Service dashboard cleanup
File: projects/ores.qt/src/ServiceDashboardMdiWindow.cpp
Once all five services emit telemetry.v1.services.heartbeat:
- Remove the fallback branch that uses controller instance
phaseto show "Running" for services with no heartbeat samples. - "Online" / "Degraded" / "Offline" (NATS telemetry) becomes the sole classification for every service row.
- The per-instance detail table continues to show controller phase, PID, restart count etc. — this remains useful regardless.
Phases
Each phase is one commit. All commits are squashed into a single PR at the end of the branch. No backwards-compatibility shims, forwarding headers, or deprecated aliases are introduced at any point.

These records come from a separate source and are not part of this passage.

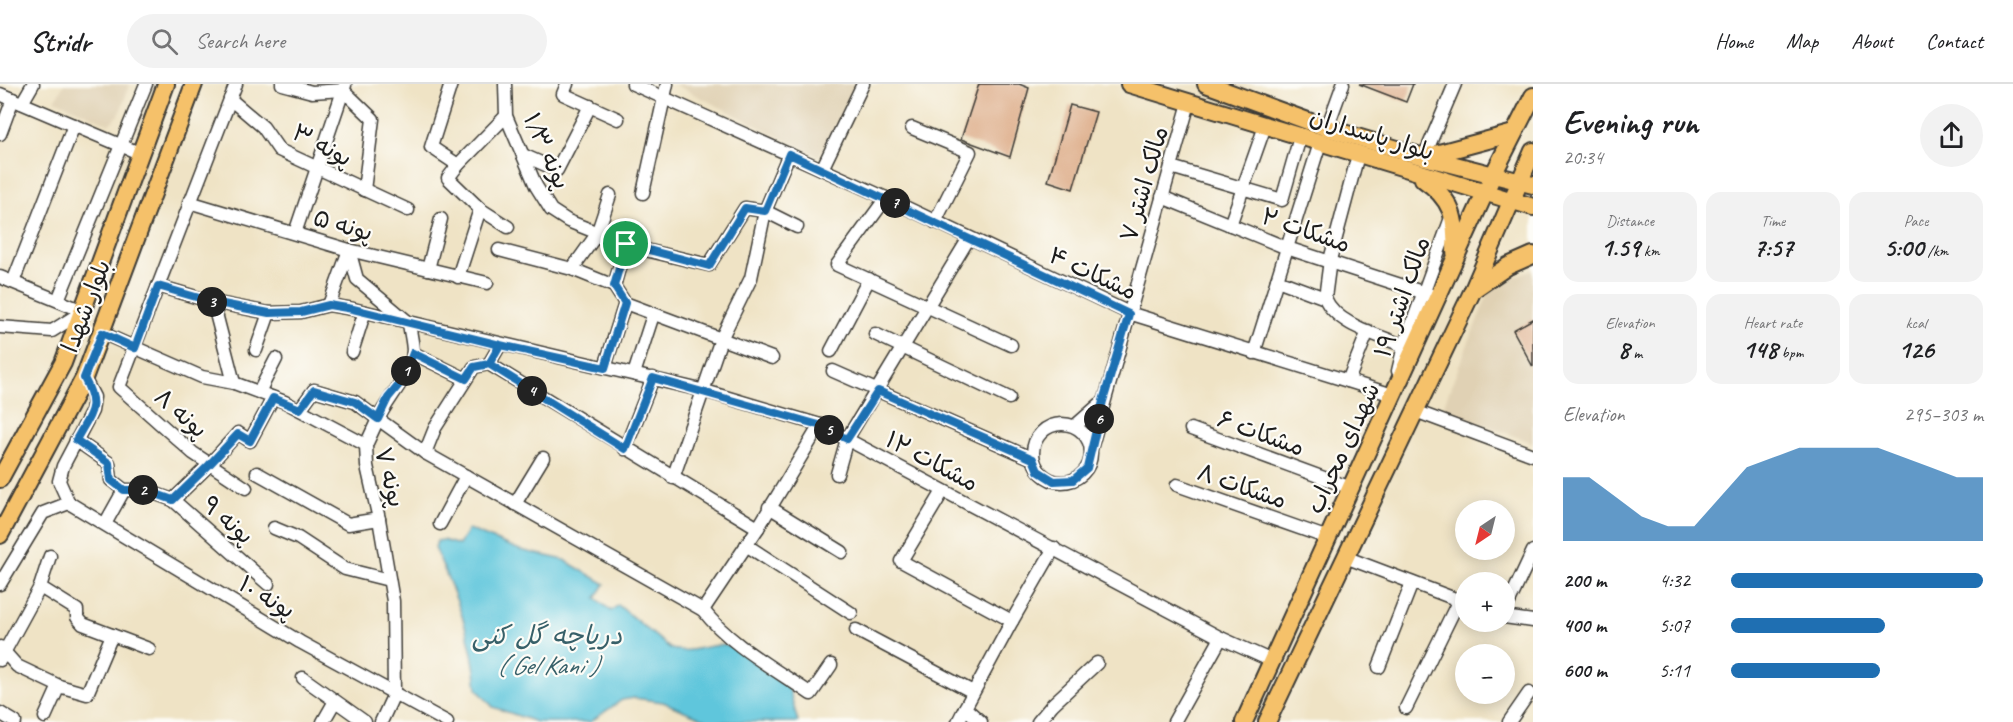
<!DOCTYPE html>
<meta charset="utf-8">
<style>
:root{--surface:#fff;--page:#f2f2f2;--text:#202124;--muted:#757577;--line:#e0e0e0;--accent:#1f6fb2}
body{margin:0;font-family:Caveat,"Playpen Sans Arabic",sans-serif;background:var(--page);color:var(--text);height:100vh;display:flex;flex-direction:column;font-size:22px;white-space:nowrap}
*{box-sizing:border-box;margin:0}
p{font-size:20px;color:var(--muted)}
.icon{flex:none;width:33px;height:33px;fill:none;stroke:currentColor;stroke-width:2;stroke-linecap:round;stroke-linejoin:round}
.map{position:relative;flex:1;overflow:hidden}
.side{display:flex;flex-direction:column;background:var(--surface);width:480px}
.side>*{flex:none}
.needle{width:39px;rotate:215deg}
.controls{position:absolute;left:1455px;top:416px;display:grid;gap:12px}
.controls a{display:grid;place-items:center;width:60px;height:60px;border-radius:50%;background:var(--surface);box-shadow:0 3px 15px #0003;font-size:30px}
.pin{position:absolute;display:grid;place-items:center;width:51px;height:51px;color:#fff;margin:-26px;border:3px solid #fff;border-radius:50%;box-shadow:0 2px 6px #0007}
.km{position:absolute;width:30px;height:30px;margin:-15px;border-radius:50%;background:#222;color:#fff;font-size:16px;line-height:30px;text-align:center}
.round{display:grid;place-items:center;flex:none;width:63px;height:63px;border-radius:32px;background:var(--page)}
.summary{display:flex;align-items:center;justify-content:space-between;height:102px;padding:0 30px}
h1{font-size:33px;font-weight:700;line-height:45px}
.figures{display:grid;grid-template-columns:repeat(3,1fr);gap:9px;height:102px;padding:6px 30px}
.figures div{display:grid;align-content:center;border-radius:15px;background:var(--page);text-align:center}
.figures b{font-size:26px;font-weight:700}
.figures small{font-size:16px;font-weight:400}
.figures p{font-size:16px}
.chart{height:168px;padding:12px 30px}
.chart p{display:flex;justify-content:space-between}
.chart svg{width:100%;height:108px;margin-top:6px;fill:var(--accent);opacity:.7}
ul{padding:0 30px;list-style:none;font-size:20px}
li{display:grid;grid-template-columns:96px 72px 1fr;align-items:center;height:45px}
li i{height:15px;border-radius:8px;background:var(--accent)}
header{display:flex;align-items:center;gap:36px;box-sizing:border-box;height:84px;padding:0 30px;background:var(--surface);border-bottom:2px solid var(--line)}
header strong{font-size:28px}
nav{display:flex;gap:33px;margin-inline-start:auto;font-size:21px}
.search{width:420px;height:54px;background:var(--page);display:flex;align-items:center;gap:15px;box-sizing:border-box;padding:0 21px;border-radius:33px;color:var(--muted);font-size:22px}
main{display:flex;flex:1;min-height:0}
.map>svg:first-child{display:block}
.built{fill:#e0d1b4}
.water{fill:#5fc6dc;stroke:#3e717c;stroke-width:1.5}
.building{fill:#e0b493}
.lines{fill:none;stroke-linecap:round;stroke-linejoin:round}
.minor-casing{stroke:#3c3a35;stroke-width:15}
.major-casing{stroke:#3c3a35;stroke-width:20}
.minor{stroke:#fff;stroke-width:12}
.major{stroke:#f5c16b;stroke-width:16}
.route-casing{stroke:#fff;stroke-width:12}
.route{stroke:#1f6fb2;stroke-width:8}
.labels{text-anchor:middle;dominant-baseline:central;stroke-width:4.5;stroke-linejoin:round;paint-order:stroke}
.street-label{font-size:24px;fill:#1c1c1c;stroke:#fdfcf7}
.water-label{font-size:26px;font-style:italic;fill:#376069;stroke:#fdfcf7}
</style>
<header>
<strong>Stridr</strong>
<div class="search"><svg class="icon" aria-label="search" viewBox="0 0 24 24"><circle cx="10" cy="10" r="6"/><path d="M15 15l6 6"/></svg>Search here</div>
<nav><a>Home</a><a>Map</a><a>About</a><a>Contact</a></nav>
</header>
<main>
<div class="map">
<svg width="1533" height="638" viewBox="0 0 1533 638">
<rect width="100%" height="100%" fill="#fdfcf7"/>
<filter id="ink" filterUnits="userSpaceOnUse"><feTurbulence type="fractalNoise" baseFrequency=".0167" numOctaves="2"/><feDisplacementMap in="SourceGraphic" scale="12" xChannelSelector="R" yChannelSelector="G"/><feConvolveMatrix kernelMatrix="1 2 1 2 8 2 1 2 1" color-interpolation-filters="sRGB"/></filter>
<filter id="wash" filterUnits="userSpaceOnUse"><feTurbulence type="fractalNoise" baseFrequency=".008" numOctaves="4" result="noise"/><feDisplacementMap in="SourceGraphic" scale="24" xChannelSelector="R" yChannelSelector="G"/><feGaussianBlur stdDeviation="1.35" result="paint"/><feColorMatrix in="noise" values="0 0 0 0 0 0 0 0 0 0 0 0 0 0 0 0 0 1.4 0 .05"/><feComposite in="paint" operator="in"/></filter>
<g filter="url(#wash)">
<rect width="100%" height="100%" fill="#efe3c5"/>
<g class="built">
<polygon points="64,0 130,0 119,31 109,40 55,16"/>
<polygon points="674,0 856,0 819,73"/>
<polygon points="1533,185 1533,359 1442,325 1491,202"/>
</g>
<path class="water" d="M468,445l52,21 44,10 41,24 -9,14 15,13 7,-6 53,44c22,6 43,-9 64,-2l54,41 9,34h-87l-48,-20 -29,-4 -12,2 -32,22h-54l-43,-15 -16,-18c-4,-52 -21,-93 -42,-141l2,-7 6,-1 16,5z"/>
<g id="blocks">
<g class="building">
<polygon points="979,0 1019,0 1029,4 1010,73 961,55"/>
<polygon points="1359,0 1413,0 1406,18"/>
<polygon points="1070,21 1096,28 1073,105 1048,97"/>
<polygon points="1533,235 1533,283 1513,246"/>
</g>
</g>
</g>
<g filter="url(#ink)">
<use href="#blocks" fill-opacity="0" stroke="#3c3a35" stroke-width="1.5"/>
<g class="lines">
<g class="minor-casing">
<g id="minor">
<polyline points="236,0 119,303 193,369 246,404"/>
<polyline points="282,0 312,8 343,6 373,35 364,106"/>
<polyline points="451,0 431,63 458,81 506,32"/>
<polyline points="505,0 506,32 536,102 551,126 568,137 633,163 709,181 745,124 765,127 797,143"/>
<polyline points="567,0 563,10 618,35"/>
<polyline points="633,0 886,114 1129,229 1393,311 1395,304"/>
<polyline points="0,10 139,69"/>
<polyline points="230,15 263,43 279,66 408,126"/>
<polyline points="22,19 33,0"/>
<polyline points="912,44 970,68 935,138"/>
<polyline points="1327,44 1343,0"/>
<polyline points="0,50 13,15"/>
<polyline points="523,71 557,86 590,22"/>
<polyline points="1424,73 1455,0"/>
<polyline points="458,81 448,94 480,125 508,143"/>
<polyline points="1171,83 1282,116 1300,53"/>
<polyline points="822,85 863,0"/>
<polyline points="643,109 667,0"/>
<polyline points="610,111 597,150 572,185 614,202 625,219 772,274"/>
<polyline points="1162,113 1287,164 1431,211"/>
<polyline points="886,114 837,181 1011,261"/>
<polyline points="189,118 349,166 487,199"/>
<polyline points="1230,141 1265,42"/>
<polyline points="295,149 345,1"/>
<polyline points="349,166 357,195 407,237"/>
<polyline points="499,166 572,185"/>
<polyline points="428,185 441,135"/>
<polyline points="0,193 83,227"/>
<polyline points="458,193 480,125"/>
<path d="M1277,196l48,18c12,29 59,38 86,51"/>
<polyline points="13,198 74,41"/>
<polyline points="158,202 213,218 269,229 301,228 329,221 353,225 705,307 820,341 1221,554 1272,577"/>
<polyline points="614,202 626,160"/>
<polyline points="1325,214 1330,176 1358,71"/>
<polyline points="58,216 146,0"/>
<polyline points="213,218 234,299"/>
<polyline points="329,221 349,166"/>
<path d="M409,239c1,9 4,20 4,29 -2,23 -25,46 -35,67l47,34 278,157 55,-82 62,-103"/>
<polyline points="0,243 52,247 82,228"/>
<polyline points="102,249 202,293 234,299 285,318 366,361 367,382 379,435 393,517 394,610 381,638"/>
<polyline points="875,250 1009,314"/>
<polyline points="500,261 489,280 758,444"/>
<polyline points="256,266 269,229"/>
<polyline points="831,267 869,195"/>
<polyline points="352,268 364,230"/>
<polyline points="413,269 466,295"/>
<polyline points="1254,269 1320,59"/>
<polyline points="605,283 625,219"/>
<polyline points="833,287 1033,375"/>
<polyline points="1398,287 1404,262 1452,131"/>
<polyline points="634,290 653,231"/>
<polyline points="84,294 94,313 92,327 63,382 59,397 69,419 300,558 447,638"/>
<polyline points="1348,297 1368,247"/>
<polyline points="259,308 276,275"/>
<polyline points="300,325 314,306 355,318 378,335 366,361"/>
<polyline points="1415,327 1533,371"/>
<circle cx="1062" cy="369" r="29"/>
<polyline points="1075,342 1100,320"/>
<polyline points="1191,345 1351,404"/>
<polyline points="76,356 109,379 111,396 124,406 145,406 173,416 268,500"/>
<polyline points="625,365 653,294"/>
<polyline points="1091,365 1189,19"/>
<polyline points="425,369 435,344 474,283 489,280"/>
<polyline points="257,389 348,440 379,435"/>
<polyline points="837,390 847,355 969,154"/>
<polyline points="673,394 721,255 751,194 765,127 789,70"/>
<polyline points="1177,401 1328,454"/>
<polyline points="943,407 901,477 1012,537 1054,464"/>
<polyline points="173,416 209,381 238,349 250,357 273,314"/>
<polyline points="515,420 543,374"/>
<polyline points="769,423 842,468"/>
<polyline points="105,440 124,406"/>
<polyline points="440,440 466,392"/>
<polyline points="274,444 298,454 345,485 389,496"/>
<polyline points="746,461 851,529"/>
<polyline points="1345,473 1466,519"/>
<polyline points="0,500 43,429 69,419"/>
<polyline points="40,503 77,526 77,533 83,540 149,565"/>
<path d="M703,526c27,35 72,59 108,84l20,-29"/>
<polyline points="1504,529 1533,467"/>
<polyline points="1504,533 1533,537"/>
<polyline points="856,546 973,608"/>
<polyline points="0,563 17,582 59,602 87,610 112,551"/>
<polyline points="0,576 40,503 50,472"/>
<polyline points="1379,583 1412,499"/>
<polyline points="303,594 365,638"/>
<polyline points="1406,624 1459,516"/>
<polyline points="0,629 15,638"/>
<polyline points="45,633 59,602"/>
<polyline points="323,638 335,617"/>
<polyline points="958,638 965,624"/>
<polyline points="981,638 965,624 1012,537"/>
<polyline points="1038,638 1053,620 1097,579"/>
<polyline points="1174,638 1221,554"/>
<polyline points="1509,638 1529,609"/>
</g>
</g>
<g class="major-casing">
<g id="major">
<polyline points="1129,0 1533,123"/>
<polyline points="1206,0 1327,44 1424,73 1533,101"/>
<polyline points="1428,72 1514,49"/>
<path d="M1423,95c29,20 34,39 32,73"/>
<polyline points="1473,206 1508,182 1533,171"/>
<polyline points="0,395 63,279 166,0"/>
<polyline points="0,451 84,294 194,0"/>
<polyline points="1244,638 1494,89 1533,12"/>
<polyline points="1267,638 1473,206 1533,67"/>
</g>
</g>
<use href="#minor" class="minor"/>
<use href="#major" class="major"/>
</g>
</g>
<g class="lines" filter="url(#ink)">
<g class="route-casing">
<path id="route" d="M626,160l-12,42 11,17 -20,65 -105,-23 -11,19 -15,3 -8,12 -53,-26 -10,27 -15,18 -10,21 -23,-17 -41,-12 -14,19 -27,-11 -23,43 -12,-7 -29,31 -36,35 -28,-10h-21l-13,-10 -2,-17 -33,-23c15,-28 24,-32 8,-62l18,-45 33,15 23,-62 55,16 56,11 32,-1 28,-7 24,4 147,36 -11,19 136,85 28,-71 166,47 28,14 31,-48 155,68 5,12 16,10 19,-1 14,-12 16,-67 26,-87 -340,-160 -24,57 -20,-3 -36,58 -83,-22"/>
</g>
<use href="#route" class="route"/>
</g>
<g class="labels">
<g class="street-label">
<text transform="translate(1372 50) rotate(17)">بلوار پاسداران</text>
<text transform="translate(322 61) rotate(28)">پونه ۳</text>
<text transform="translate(547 67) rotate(66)">پونه ۱/۳</text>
<text transform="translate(1144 100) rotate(-74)">مالک اشتر ۷</text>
<text transform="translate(343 141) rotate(16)">پونه ۵</text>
<text transform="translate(1306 146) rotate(19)">مشکات ۲</text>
<text transform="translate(1093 189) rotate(25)">مشکات ۴</text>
<text transform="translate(1402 213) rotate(-71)">مالک اشتر ۱۹</text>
<text transform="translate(86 222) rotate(-69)">بلوار شهدا</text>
<text transform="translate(181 329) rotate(41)">پونه ۸</text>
<text transform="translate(1261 349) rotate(20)">مشکات ۶</text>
<text transform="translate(1343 364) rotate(-65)">شهدای محراب</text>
<text transform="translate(932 377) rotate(28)">مشکات ۱۲</text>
<text transform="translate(390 393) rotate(76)">پونه ۷</text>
<text transform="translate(1242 402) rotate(19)">مشکات ۸</text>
<text transform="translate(228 436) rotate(41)">پونه ۹</text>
<text transform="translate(267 513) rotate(31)">پونه ۱۰</text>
</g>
<g class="water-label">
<text x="547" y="551">دریاچه گل کنی<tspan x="547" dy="30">( Gel Kani )</tspan></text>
</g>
</g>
</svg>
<div class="controls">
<a><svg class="needle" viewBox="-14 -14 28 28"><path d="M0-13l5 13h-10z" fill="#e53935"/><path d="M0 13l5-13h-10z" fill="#757577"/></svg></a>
<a>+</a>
<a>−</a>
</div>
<div class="pin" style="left:626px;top:160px;background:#1e9e55"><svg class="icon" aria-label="arrive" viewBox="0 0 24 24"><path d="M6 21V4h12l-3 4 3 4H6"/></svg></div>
<b class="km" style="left:406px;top:287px">1</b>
<b class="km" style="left:143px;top:406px">2</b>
<b class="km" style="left:212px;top:218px">3</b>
<b class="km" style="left:532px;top:307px">4</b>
<b class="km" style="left:829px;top:346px">5</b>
<b class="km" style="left:1099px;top:335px">6</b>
<b class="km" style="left:895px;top:119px">7</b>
</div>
<section class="side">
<div class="summary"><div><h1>Evening run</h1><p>20:34</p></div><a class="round"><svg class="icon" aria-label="share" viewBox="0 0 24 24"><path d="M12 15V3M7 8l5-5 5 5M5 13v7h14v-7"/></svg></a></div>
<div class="figures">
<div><p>Distance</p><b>1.59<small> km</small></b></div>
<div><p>Time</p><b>7:57</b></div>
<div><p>Pace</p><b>5:00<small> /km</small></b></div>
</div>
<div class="figures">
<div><p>Elevation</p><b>8<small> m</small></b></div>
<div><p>Heart rate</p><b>148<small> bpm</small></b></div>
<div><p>kcal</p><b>126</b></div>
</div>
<div class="chart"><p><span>Elevation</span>295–303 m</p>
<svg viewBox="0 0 160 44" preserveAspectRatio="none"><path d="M0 44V18L10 18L20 26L30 34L40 38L50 38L60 26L70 14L80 10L90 6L100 6L110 6L120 6L130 10L140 14L150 18L160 18V44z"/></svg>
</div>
<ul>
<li><b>200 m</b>4:32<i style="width:100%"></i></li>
<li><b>400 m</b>5:07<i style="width:61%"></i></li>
<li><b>600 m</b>5:11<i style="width:59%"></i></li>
</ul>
</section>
</main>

Phase 1 — Extend ores.service with new runners
Commit: [service] Add signing runner, no-DB overload, on_shutdown callback, and wt runner
All four ores.service additions in one commit. No existing service is
touched; existing callers continue to compile unchanged because all new
parameters have defaults.
| File | Action |
|---|---|
ores.service/include/.../service/domain_service_runner.hpp |
Add on_shutdown param; add no-DB overload declaration |
ores.service/include/.../service/domain_service_runner_impl.hpp |
Implement on_shutdown call; implement no-DB overload |
ores.service/include/.../service/signing_service_runner.hpp |
NEW — declaration |
ores.service/include/.../service/signing_service_runner_impl.hpp |
NEW — implementation |
ores.service/include/.../service/wt_service_runner.hpp |
NEW — declaration + inline implementation |
Phase 2 — Migrate ores.iam.service
Commit: [iam] Migrate to signing_service_runner; add heartbeat
| File | Action |
|---|---|
ores.iam.service/src/app/application.cpp |
Replace hand-rolled lifecycle with run_signing() |
Phase 3 — Migrate ores.http.server
Commit: [http] Migrate to domain_service_runner; add JWKS fetch and heartbeat
| File | Action |
|---|---|
ores.http.server/src/app/application.cpp |
Replace hand-rolled lifecycle; add on_started (heartbeat + HTTP co_spawn), on_shutdown (server.stop + event_source.stop) |
Phase 4 — Migrate ores.compute.wrapper
Commit: [compute] Migrate wrapper to domain_service_runner; fix heartbeat subject
| File | Action |
|---|---|
ores.compute.wrapper/src/app/application.cpp |
Replace hand-rolled lifecycle; move work-queue sub into register_fn; fix heartbeat subject |
ores.compute.wrapper/include/.../config/options.hpp |
Remove heartbeat_interval_seconds |
ores.compute.wrapper/src/config/parser.cpp |
Remove corresponding CLI flag |
Phase 5 — Migrate ores.wt.service
Commit: [wt] Add NATS client + wt_service_runner; add heartbeat
| File | Action |
|---|---|
ores.wt.service/include/.../config/options.hpp |
Add nats: nats_options |
ores.wt.service/src/config/parser.cpp |
Add NATS option parsing |
ores.wt.service/src/main.cpp |
Construct NATS client; replace Wt lifecycle with run_wt() call |
ores.wt.service/include/.../messaging/registrar.hpp |
NEW — empty registrar |
ores.wt.service/src/messaging/registrar.cpp |
NEW — empty register_handlers |
ores.wt.service/src/CMakeLists.txt |
Add ores.nats.lib, ores.service.lib |
Phase 6 — Service dashboard cleanup
Commit: [qt] Remove controller-phase fallback from service dashboard
| File | Action |
|---|---|
ores.qt/src/ServiceDashboardMdiWindow.cpp |
Remove "Running" fallback branch; NATS telemetry is sole health signal |
Sprint
This work covers and extends the existing sprint-16 story
NATS-based health for all services: HTTP, WT and compute wrapper
(doc/agile/v0/sprint_backlog_16.org line 925). Phase 2 (IAM heartbeat) is
new scope not covered by that story.